Proteins are large, highly complex organic molecules consisting of one or more polymeric chains of amino acids. There are twenty different kinds of amino acids commonly found in human proteins (over a hundred are known, however), and in each protein they exist in a unique, genetically determined sequence, typically several hundred units in length. The amino acid chains twist and fold upon themselves in a characteristic manner that determines the molecule's exact size and shape - and it is the size and shape, as well as the chemical properties of the constituent amino acids, that determine the protein's function and biological activity.
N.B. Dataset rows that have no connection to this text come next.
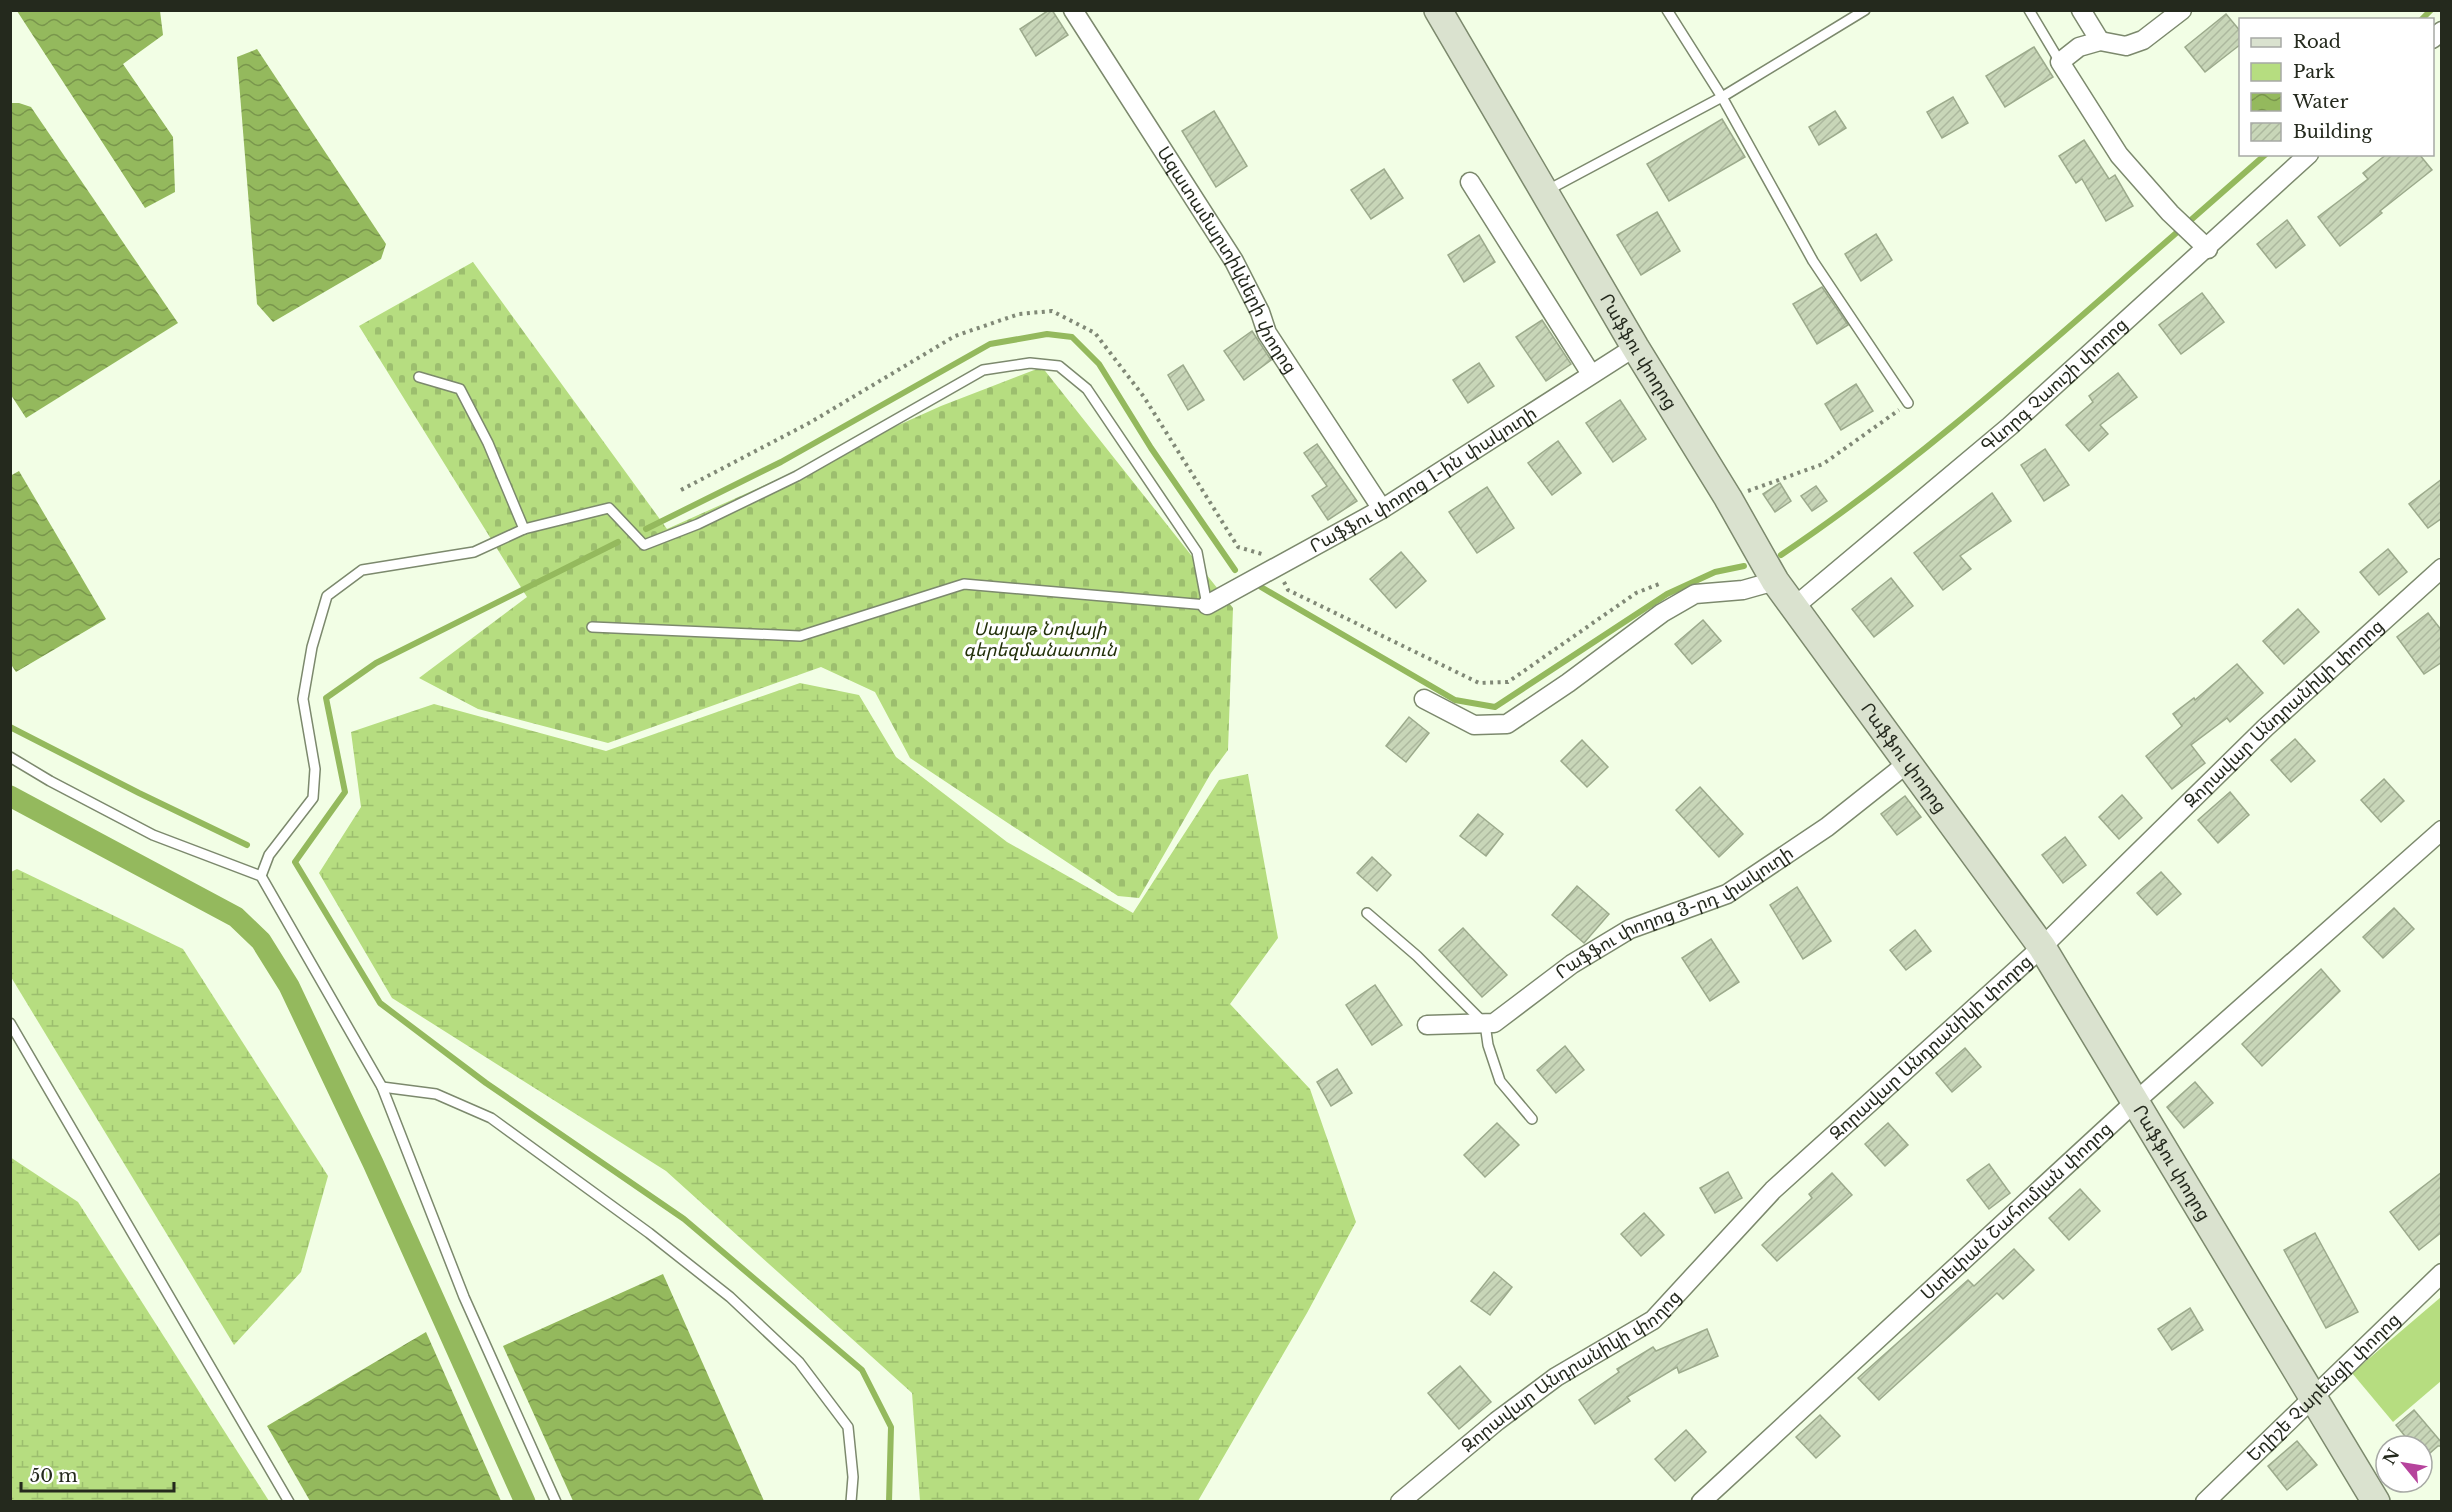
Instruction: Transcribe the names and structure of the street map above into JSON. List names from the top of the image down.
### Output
{
  "streets": {
    "main road": ["Րաֆֆու փողոց"],
    "street": [
      "Ազատամարտիկների փողոց",
      "Գևորգ Չաուշի փողոց",
      "Րաֆֆու փողոց 1-ին փակուղի",
      "Զորավար Անդրանիկի փողոց",
      "Րաֆֆու փողոց 3-րդ փակուղի",
      "Ստեփան Շահումյան փողոց",
      "Եղիշե Չարենցի փողոց"
    ]
  },
  "crossings": [
    ["Ազատամարտիկների փողոց", "Րաֆֆու փողոց 1-ին փակուղի"],
    ["Րաֆֆու փողոց", "Գևորգ Չաուշի փողոց"],
    ["Րաֆֆու փողոց", "Րաֆֆու փողոց 1-ին փակուղի"],
    ["Րաֆֆու փողոց", "Զորավար Անդրանիկի փողոց"],
    ["Րաֆֆու փողոց", "Րաֆֆու փողոց 3-րդ փակուղի"],
    ["Րաֆֆու փողոց", "Ստեփան Շահումյան փողոց"],
    ["Րաֆֆու փողոց", "Եղիշե Չարենցի փողոց"]
  ],
  "parks": ["Սայաթ Նովայի գերեզմանատուն"],
  "legend": [
    "Road",
    "Park",
    "Water",
    "Building"
  ],
  "scale_bar": "50 m",
  "north": "top left"
}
When we eat plant or animal proteins, digestive juices in our stomach and small intestine break them down, initially to smaller amino acid chains called peptides or polypeptides, and ultimately to individual amino acids. These small molecules can pass through the gut into the bloodstream and are carried to all our cells, where they are reassembled into human proteins under the direction of life's master molecule, DNA.
All proteins are not alike, especially with regard to their energy value. Owing to their different molecular shapes and compositions, different proteins are digested at different rates, and they produce different "brews" of amino acids to deliver to the body's cells for protein synthesis and other vital functions. Thus, certain nutrient proteins can provide more energy, faster appetite satisfaction, and heightened mental activity.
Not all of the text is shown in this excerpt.